Offsetting unit fund gains and unit fund losses

Q&A: Dominic Coyle

Each unit fund investment is treated as an individual entity and the tax applicable is exit tax and not capital gains tax. Photograph: iStockPhoto
Each unit fund investment is treated as an individual entity and the tax applicable is exit tax and not capital gains tax. Photograph: iStockPhoto

Thank you for dealing with my recent letter and demolishing most of my arguments!

Concerning offsetting losses, such as are allowed under capital gains tax, I am not sure I made myself clear. I accept that Unit Fund losses cannot be offset against other asset gains, but I have had the eight-year deemed disposal taxes deducted from my gains. I also have similar Unit Fund property losses which I feel I should be able to offset against the gains exactly like the capital gains tax provisions. It just seems to be an inequitable ruling.

Mr JR, email

On the question of offsetting losses against capital gains, I had worked on the basis that you were looking to offset losses elsewhere against gains in your unit fund investment.

Unfortunately, the position is unchanged in your precise scenario – where you have losses in one unit fund investment, yet are being taxed on gains in another similar investment.

Each unit fund investment is treated as an individual entity and the tax applicable is exit tax and not capital gains tax. As such it operates under different rules.

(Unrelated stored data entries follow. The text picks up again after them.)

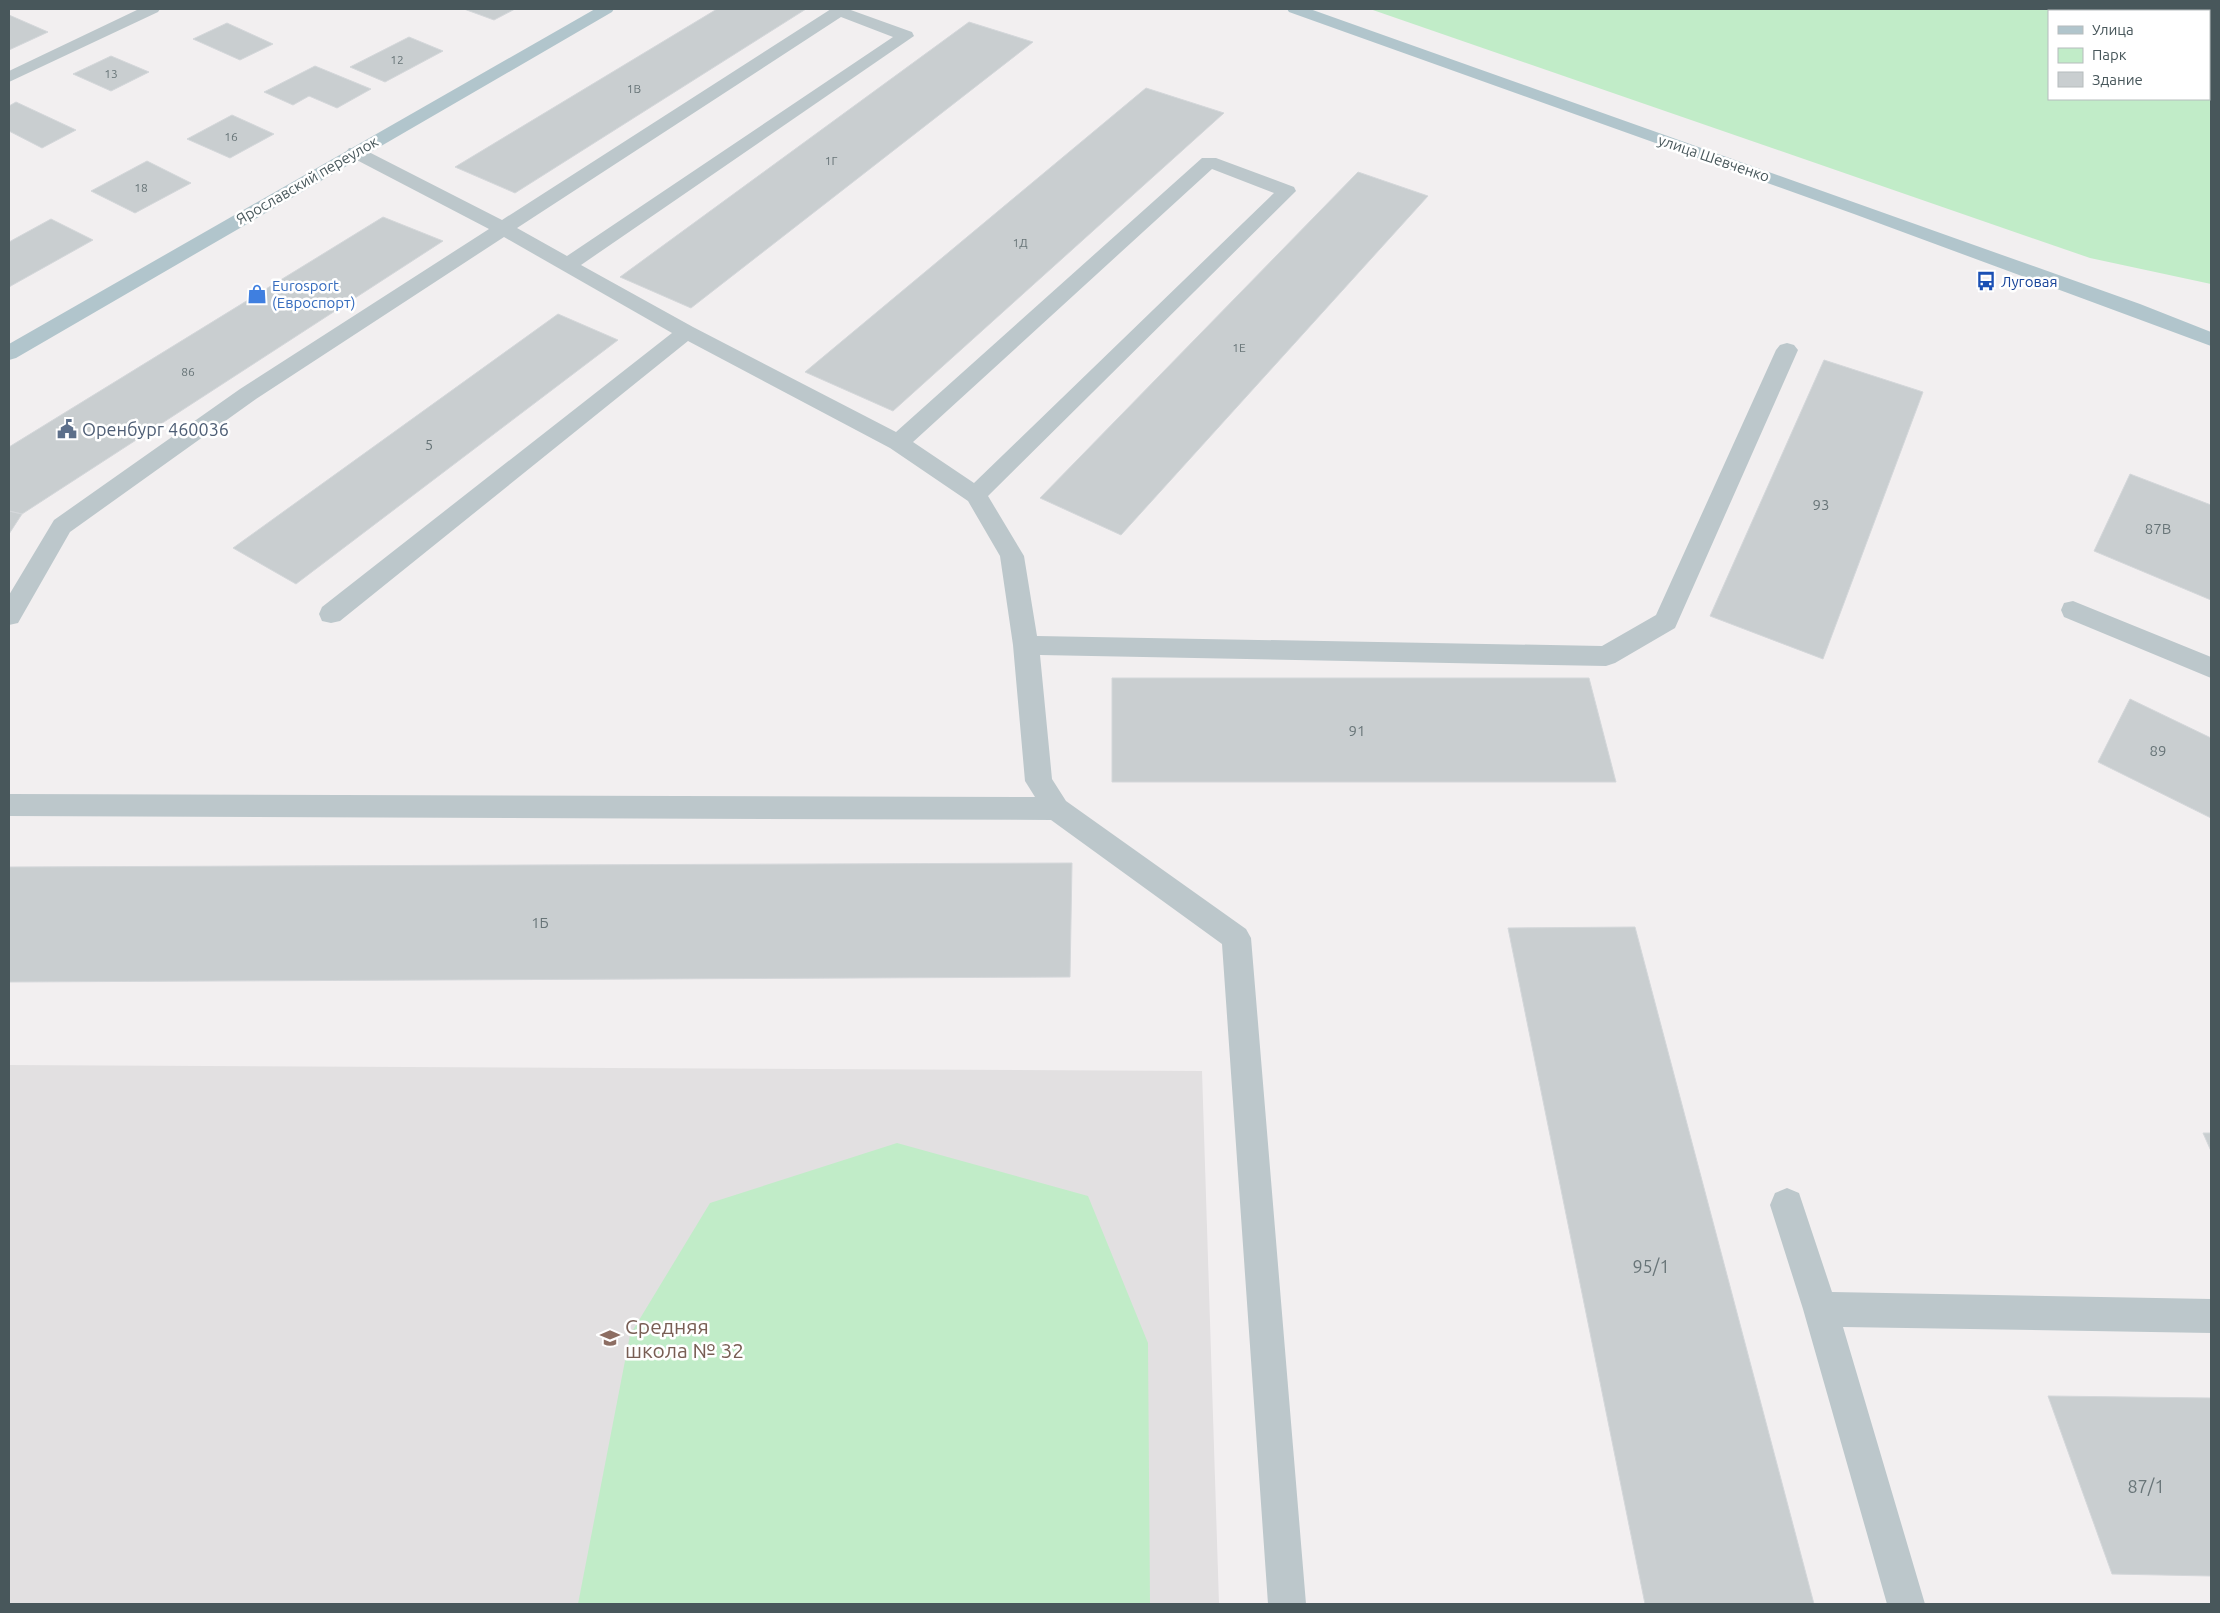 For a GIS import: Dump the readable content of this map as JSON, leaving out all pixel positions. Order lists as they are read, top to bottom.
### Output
{
  "streets": {
    "main road": ["улица Шевченко", "Ярославский переулок"]
  },
  "places": {
    "bus stop": ["Луговая"],
    "shop": ["Eurosport (Евроспорт)"],
    "public building": ["Оренбург 460036"],
    "school or university": ["Средняя школа № 32"]
  },
  "house_numbers": [
    "12",
    "13",
    "1В",
    "16",
    "1Г",
    "18",
    "1Д",
    "1Е",
    "86",
    "5",
    "93",
    "87В",
    "91",
    "89",
    "1Б",
    "95/1",
    "87/1"
  ],
  "legend": ["Улица", "Парк", "Здание"]
}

You can claim back tax already deducted every eight years under “deemed disposal” on each individual unit fund investment if that particular fund subsequently falls back so that, when you eventually withdraw the funds, you are in a position that you have paid too much tax on the overall gain made by the fund over the period.

READ MORE

However, there is no similar provision where you have paid exit tax – either under deemed disposal or on the actual maturity of your investment – on one fund but have lost some money on another, separate unit fund investment.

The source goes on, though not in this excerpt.